Emperor’s Domination Chapter 6733 – Hate The High Heaven Bahasa Indonesia
Hanya dalam satu hari, tidak ada kultivator di bawah alam penguasa yang tersisa. Mereka menghadapi kenyataan pahit menjadi manusia biasa lagi.
Yang terburuk, mereka mendapati bahwa sumber dao tidak lagi ada, membuat bakat dan pengalaman mereka tidak berguna. Ini adalah keputusasaan sejati.
Mereka yang memiliki hati dao paling teguh masih berteriak ke langit. Ini terjadi di dunia yang tak terhitung jumlahnya.
Tiba-tiba, suara yang tak dapat dijelaskan bergema di hati, bukan di telinga. Suara itu tidak membedakan antara kultivator dan manusia biasa.
Terdengar seperti dentuman drum dengan sedikit kekacauan dan ketidakteraturan. Namun demikian, suara itu menghantam dengan sangat tepat. Suara
itu langsung melepaskan semua emosi negatif – kebencian, keputusasaan, kegilaan, amarah, pasrah, dan banyak lagi…

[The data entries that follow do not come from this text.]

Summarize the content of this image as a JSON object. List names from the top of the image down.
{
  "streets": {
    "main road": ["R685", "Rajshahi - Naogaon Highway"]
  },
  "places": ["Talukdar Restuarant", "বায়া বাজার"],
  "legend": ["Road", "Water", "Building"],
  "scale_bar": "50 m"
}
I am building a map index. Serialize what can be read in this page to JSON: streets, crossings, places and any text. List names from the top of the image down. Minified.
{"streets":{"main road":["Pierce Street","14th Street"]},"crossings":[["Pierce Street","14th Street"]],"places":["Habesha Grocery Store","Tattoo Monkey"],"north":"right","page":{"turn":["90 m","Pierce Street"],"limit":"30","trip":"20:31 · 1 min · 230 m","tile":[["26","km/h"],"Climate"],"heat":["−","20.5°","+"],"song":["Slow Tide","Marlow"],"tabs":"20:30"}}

Selanjutnya datang lebih banyak jeritan marah dan teriakan menantang.
“Surga jahat!” Mereka meraung marah.
Sebelumnya, kaisar dan leluhur kuno dapat menstabilkan hati dao mereka dan tidak membenci segalanya. Namun, drum yang kacau itu mengubah segalanya.
Semua makhluk hidup memasuki keadaan amarah yang tidak diketahui, ingin menghancurkan segalanya. Terlebih lagi, mereka mengembangkan keyakinan aneh yang tumbuh di hati mereka.
Semua itu lahir dari negativitas murni, yang mendorong mereka untuk meraung ke langit yang tinggi. Selama ini, para kultivator teguh pada pepatah—nasibku adalah milikku sendiri, bukan milik langit.
Sekarang, mereka menyalahkan segalanya pada langit yang tinggi meskipun tidak tahu apa itu. Saat semakin banyak orang mengekspresikan kemarahan mereka yang tak terkendali, bayangan itu semakin besar.
Para penguasa dan immortal tersembunyi mengamati semuanya. Genderang itu juga memengaruhi mereka terlepas dari lokasi dan pikiran mereka yang kuat.
“Tidak ada yang bisa lolos jika ini terus berlanjut,” gumam seorang penguasa. Hanya immortal primordial dan di atasnya yang bisa menahannya.
“Dari mana asalnya?” tanya seorang immortal primordial.
Hanya beberapa immortal yang terlindungi yang memiliki jawabannya.
“Mengapa?” Seorang immortal yang terlindungi terkejut.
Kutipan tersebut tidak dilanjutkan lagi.